[Source data]
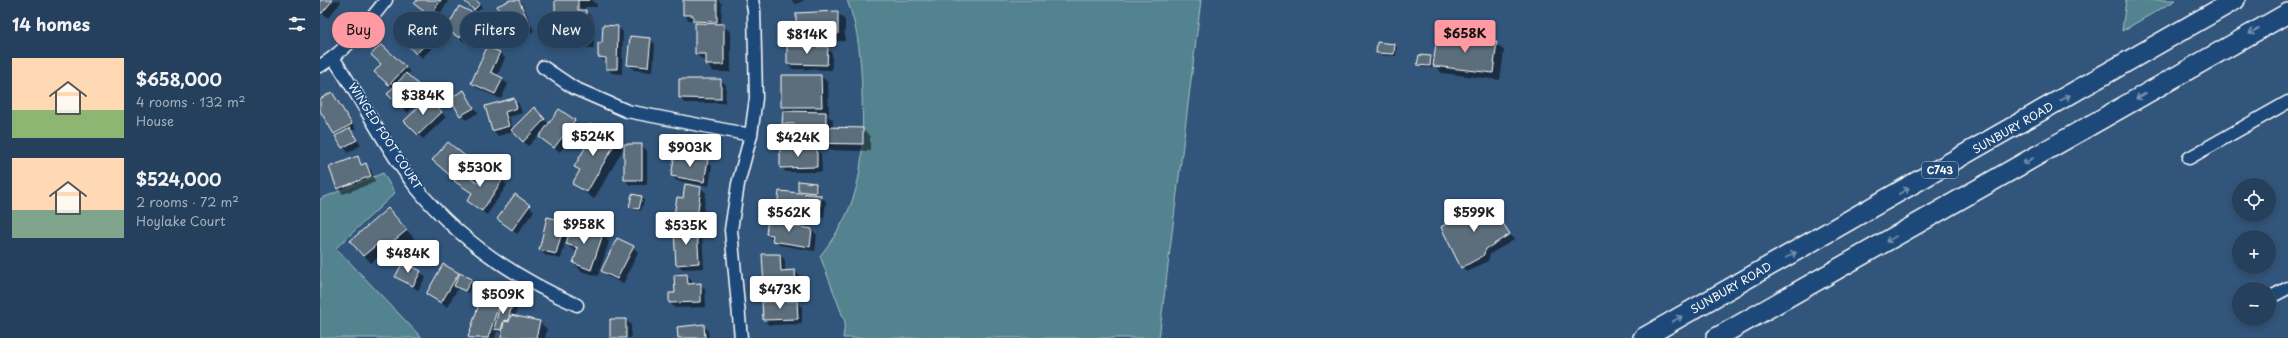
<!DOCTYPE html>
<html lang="en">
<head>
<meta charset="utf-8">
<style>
  body { margin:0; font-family:"Playpen Sans",sans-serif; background:#314b65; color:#f1f3f6; height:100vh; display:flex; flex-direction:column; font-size:15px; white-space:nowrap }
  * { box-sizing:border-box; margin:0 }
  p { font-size:13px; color:#a3afbb }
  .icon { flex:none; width:22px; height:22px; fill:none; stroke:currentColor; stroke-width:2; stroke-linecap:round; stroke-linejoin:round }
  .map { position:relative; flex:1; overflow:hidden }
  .side { display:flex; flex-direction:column; background:#25405c; width:320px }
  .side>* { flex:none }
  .hud { position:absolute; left:12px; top:12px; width:380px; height:36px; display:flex; gap:8px }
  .fabs { position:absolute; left:1912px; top:178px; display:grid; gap:8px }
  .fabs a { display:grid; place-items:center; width:44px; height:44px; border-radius:50%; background:#25405c; box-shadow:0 2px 6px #0003,0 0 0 1px #425972; font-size:20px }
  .price { position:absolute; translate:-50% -34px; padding:0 9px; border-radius:4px; background:#fff; color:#222; font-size:13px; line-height:26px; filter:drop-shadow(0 1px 2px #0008) }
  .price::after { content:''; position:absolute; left:50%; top:24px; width:12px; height:9px; margin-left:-6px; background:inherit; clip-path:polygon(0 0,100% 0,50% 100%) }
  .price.on { background:#ff9aa2; color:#111 }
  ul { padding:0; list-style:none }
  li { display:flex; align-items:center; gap:12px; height:100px; padding:0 12px }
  li span { display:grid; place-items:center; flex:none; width:112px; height:80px; border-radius:0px; color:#555 }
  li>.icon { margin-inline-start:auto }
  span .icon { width:48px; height:48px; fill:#fffc; stroke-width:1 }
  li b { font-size:17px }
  h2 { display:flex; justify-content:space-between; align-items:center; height:48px; padding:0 12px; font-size:17px }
  .tag { padding:0 14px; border-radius:18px; background:#25405c; box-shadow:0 2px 6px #0003,0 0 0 1px #425972; font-size:14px; line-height:36px }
  .tag.on { background:#ff9aa2; color:#111 }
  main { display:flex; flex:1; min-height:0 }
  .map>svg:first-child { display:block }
</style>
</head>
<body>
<main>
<section class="side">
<h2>14 homes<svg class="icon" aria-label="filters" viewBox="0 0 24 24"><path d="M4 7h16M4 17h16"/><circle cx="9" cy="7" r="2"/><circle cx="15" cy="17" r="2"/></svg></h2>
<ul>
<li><span style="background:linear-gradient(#ffd9b3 65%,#8fb573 0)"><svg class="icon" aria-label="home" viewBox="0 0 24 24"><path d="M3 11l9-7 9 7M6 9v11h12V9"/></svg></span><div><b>$658,000</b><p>4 rooms · 132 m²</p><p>House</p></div></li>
<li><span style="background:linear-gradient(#ffd9b3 65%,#7fa58c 0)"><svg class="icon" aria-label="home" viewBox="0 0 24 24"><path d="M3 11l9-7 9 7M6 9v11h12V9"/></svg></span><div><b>$524,000</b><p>2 rooms · 72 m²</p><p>Hoylake Court</p></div></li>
</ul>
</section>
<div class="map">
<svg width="1968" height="338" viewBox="0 0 1968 338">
  <rect width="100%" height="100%" fill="#31557b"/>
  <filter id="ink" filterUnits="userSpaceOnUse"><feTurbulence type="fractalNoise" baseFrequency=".025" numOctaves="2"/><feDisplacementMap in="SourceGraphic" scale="8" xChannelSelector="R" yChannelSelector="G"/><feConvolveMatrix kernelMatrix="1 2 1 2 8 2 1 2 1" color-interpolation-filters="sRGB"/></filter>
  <g filter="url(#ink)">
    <path fill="#53838e" stroke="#a9c1c6" d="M527 0H881L839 338H523L525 322 500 256C544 200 544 162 542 93 541 60 539 31 527 0Z
      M1806 0H1856L1802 31Z
      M63 173 75 193 16 248 102 338H0V199Z"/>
    <path fill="#0007" d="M0 0H19L21 2 8 18 0 11Z
      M98 0H126L128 2 116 20 95 4Z
      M144 0H154L162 7 157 12Z
      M192 0H199L202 3 214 31 195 40 190 34Z
      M236 0H272L277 5V7H265V11L273 18 274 48H264L256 40H244L236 32Z
      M364 0H398L402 4 401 25 411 32V72H394L387 65V61H384L376 54 378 24 374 20H369L364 15Z
      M471 0H485L476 4Z
      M140 7 158 19 145 42 127 30Z
      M517 12 525 20V41L469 42 462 35 477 24Z
      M95 18 118 42 102 58 79 34Z
      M284 26 298 27 303 32 302 74 292 73 287 68V62L279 57 283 44Z
      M330 39 335 44 333 72 314 70 309 64Z
      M1176 43 1184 51 1180 80 1122 73 1115 66Z
      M61 45 90 72 87 75 106 93 88 113 68 94 73 88 56 72 62 65Z
      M1074 45 1077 47 1076 56 1059 55 1057 52Z
      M168 48 180 53 185 58 177 76 188 84 181 99 157 88 152 83Z
      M507 48 512 53V70L473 69 468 64Z
      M1111 57 1113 59 1112 68 1100 67 1098 64Z
      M462 76H501L508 83 509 114H506L513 120V128L542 129 550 136V151L497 150 501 154 502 172H466L461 167 482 149 475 142 476 131H471L463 124 468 112 462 106Z
      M360 80H401L406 85 405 103H365L360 98Z
      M144 92 158 113 146 120 141 115Z
      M12 93 36 129 32 131 41 145 28 153 0 109V100Z
      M108 99 126 117 103 139 86 121Z
      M194 99 199 104 202 113 189 117 193 130 214 109 229 124 254 121 259 126 240 152 220 137 222 132 208 146 194 131 178 136 173 131 166 107Z
      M264 137 296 141 304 148 274 199 253 184 260 171 255 167 269 143Z
      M305 145H322L327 151V185H310L305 180Z
      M37 158 43 165H46L51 170 55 182 23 194 18 188Z
      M148 160 153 165 145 175 160 185 182 180 187 185 167 215 148 201 153 194 141 186 136 180 119 165Z
      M387 161 392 166 389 186 357 181 352 176Z
      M496 184 498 186V196L506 201 504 218 463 214 458 209 482 194 479 191Z
      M366 186 381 188 386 193 382 223 360 220 355 214 364 199Z
      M321 197 324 200 321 211 313 209 310 207Z
      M1167 200 1194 240 1170 254 1168 261 1147 272 1142 267Z
      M209 206 214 211 197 234 178 219Z
      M75 217 94 238 73 254 68 249 51 263 31 241Z
      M244 222 249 227 246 240 282 235 289 242 278 276 261 271 254 263 257 253 245 243 241 259 225 255 220 250Z
      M473 224 477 228 492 230 497 235 495 251 459 245 447 234Z
      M377 229 382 235 384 268 363 269 357 264Z
      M313 247 318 252 303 284 287 276 282 271Z
      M443 255H460L465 260V272L474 271 480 276V290L450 292 445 287Z
      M100 272 106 277 98 290 77 276Z
      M138 273 153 282 148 293 138 288 127 307 107 294Z
      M367 275 372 280V284H380L385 289 386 307 355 308 350 303Z
      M162 296 192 305 197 310 195 317 219 322 227 329 225 338H182V334L177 331 175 338H150Z
      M476 302 482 307V324L449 325 444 320V303Z
      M291 320H306L311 325V338H291Z
      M383 325 388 330 389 338H359Z"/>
    <path fill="#5b6e7c" stroke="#fff" d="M0 0H13L2 13 0 12Z
      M97 0H121L110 16 94 4Z
      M143 0H156L160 4 154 10Z
      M190 0H199L210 26 189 35 177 6Z
      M235 0H270H258V10H266L267 41H255V33H235Z
      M363 0H397V22L373 21V15H363Z
      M139 6 153 13 140 38 126 30Z
      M518 11V34L461 35V23H476V13Z
      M95 17 114 36 96 54 77 34Z
      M375 23 404 24V65H386V54H375Z
      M283 25 298 26 297 69H286V58L278 57V43H282Z
      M310 36 331 38 328 67 307 65Z
      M1117 36 1177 42 1173 73 1113 66Z
      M1057 42 1075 44 1074 54 1056 53Z
      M61 44 86 67 69 85 54 72 61 64 51 55Z
      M467 46 508 47 507 65 467 64Z
      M167 47 180 52 171 72 183 78 175 94 151 83Z
      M1099 55 1111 56 1110 66 1097 65Z
      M86 73 102 88 82 109 67 94Z
      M461 75H501L502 107H461Z
      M359 79H401V99L359 98Z
      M144 90 154 108 140 116 130 98Z
      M12 92 32 124 14 134 0 111V99Z
      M108 98 122 112 98 135 84 121Z
      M194 98 197 108 185 112 189 126 172 131 165 106Z
      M214 107 225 119 203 142 191 130Z
      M239 109 255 120 234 148 219 137Z
      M463 111 506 112V127L543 128V144L474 143 475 124H462Z
      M270 124 297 140 267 192 252 184 260 170 254 167 269 141 263 138Z
      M30 128 37 140 22 148 15 136Z
      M128 142 149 159 133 178 112 160Z
      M304 144H322V180H304Z
      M460 148H497V167L460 168Z
      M355 154 388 160 384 182 351 176Z
      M38 156 41 165 46 163 51 176 17 189 9 167Z
      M169 170 183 179 162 211 147 201 152 193 134 181 141 171 160 184Z
      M478 181 496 183V193L478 191Z
      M365 184 381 187 377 218 354 215 357 197 363 198Z
      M459 191 501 195 499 214 457 209Z
      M195 194 210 205 192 230 177 219Z
      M312 194 322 196 319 209 309 207Z
      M1167 199 1190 234 1166 249 1163 256 1141 268 1121 227Z
      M68 208 87 230 65 248 60 242 43 256 30 241Z
      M227 217 245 221 236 254 219 250Z
      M448 219 474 223 473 226 492 229 490 247 452 241 453 235 446 234Z
      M252 224 283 234 271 270 253 263 258 248 246 244Z
      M377 228 379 263 356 265 354 230Z
      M297 238 314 246 297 279 281 271Z
      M442 254H460L461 271 475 270 476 286 444 287Z
      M83 262 101 271 93 286 75 277Z
      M123 264 139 273 121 303 106 294Z
      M140 273 152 279 145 291 134 286Z
      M367 274 368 284 381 283V302L349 303V293H355L354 275Z
      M162 295 180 301 168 338H151L148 337Z
      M181 301 192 304 188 321 184 320 181 330 174 329Z
      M477 301 478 319 443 320 442 302Z
      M191 315 220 321 216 338H181L184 321 189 322Z
      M290 319H306V338H290Z
      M384 324 385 338H358L357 327Z"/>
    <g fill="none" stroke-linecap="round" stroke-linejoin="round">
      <g stroke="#fff" stroke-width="15">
        <path id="street" d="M13 58C42 99 64 146 95 186 138 240 194 277 257 305
          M0 66C27 50 47 24 66 0
          M223 67 254 88 307 111 431 135
          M1869 158 1968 102
          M1949 298 1968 288
          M421 338 411 230 418 184 431 135 436 98 434 10 432 0"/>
      </g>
      <g stroke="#fff" stroke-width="22">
        <path id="primary" d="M1323 338 1915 0
          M1396 338 1968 13"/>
      </g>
      <use href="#street" stroke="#1f4a7a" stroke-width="12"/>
      <use href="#primary" stroke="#1f4a7a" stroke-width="19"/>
    </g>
    <defs><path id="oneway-shaft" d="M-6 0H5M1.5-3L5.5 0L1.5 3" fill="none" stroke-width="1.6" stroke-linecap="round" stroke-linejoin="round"/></defs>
    <g stroke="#7992af">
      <use href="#oneway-shaft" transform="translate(1934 31) rotate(151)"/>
      <use href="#oneway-shaft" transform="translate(1821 96) rotate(150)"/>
      <use href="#oneway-shaft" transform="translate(1745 98) rotate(-30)"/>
      <use href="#oneway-shaft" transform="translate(1708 161) rotate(150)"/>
      <use href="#oneway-shaft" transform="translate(1584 191) rotate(-30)"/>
      <use href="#oneway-shaft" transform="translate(1571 239) rotate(151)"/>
      <use href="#oneway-shaft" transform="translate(1471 255) rotate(-29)"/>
      <use href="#oneway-shaft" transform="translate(1357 319) rotate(-30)"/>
    </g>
  </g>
  <g text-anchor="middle" stroke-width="3.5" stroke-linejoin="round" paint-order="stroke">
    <rect fill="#1f4a7a" stroke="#bcc9d7" stroke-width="1" x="1602" y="162" width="36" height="16" rx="3"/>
    <g font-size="10" font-weight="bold" fill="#fff">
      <text x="1620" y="174">C743</text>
    </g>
    <g font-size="11" fill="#fff" stroke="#1f4a7a">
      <text transform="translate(1693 128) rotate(-30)" y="4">SUNBURY ROAD</text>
      <text transform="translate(65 136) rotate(57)" y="4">WINGED FOOT COURT</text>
      <text transform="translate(1411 288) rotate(-30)" y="4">SUNBURY ROAD</text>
    </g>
  </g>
</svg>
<div class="fabs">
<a><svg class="icon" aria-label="locate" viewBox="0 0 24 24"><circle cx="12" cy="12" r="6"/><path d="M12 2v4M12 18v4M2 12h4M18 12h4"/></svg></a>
<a>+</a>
<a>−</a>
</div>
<b class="price on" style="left:1145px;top:54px">$658K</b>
<b class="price" style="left:487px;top:55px">$814K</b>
<b class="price" style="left:103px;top:116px">$384K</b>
<b class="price" style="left:273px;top:157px">$524K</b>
<b class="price" style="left:478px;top:158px">$424K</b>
<b class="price" style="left:370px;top:168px">$903K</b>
<b class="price" style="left:160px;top:188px">$530K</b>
<b class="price" style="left:469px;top:233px">$562K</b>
<b class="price" style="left:1154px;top:233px">$599K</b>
<b class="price" style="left:264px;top:245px">$958K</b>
<b class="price" style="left:366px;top:246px">$535K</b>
<b class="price" style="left:88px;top:274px">$484K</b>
<b class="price" style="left:460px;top:310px">$473K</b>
<b class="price" style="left:183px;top:315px">$509K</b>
<div class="hud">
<a class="tag on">Buy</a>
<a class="tag">Rent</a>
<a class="tag">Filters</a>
<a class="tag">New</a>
</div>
</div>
</main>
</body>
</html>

> AIM OF THE TASK: After reading the records above, give the number of lines that include "side", and add nothing else.

> ANSWER AREA: 3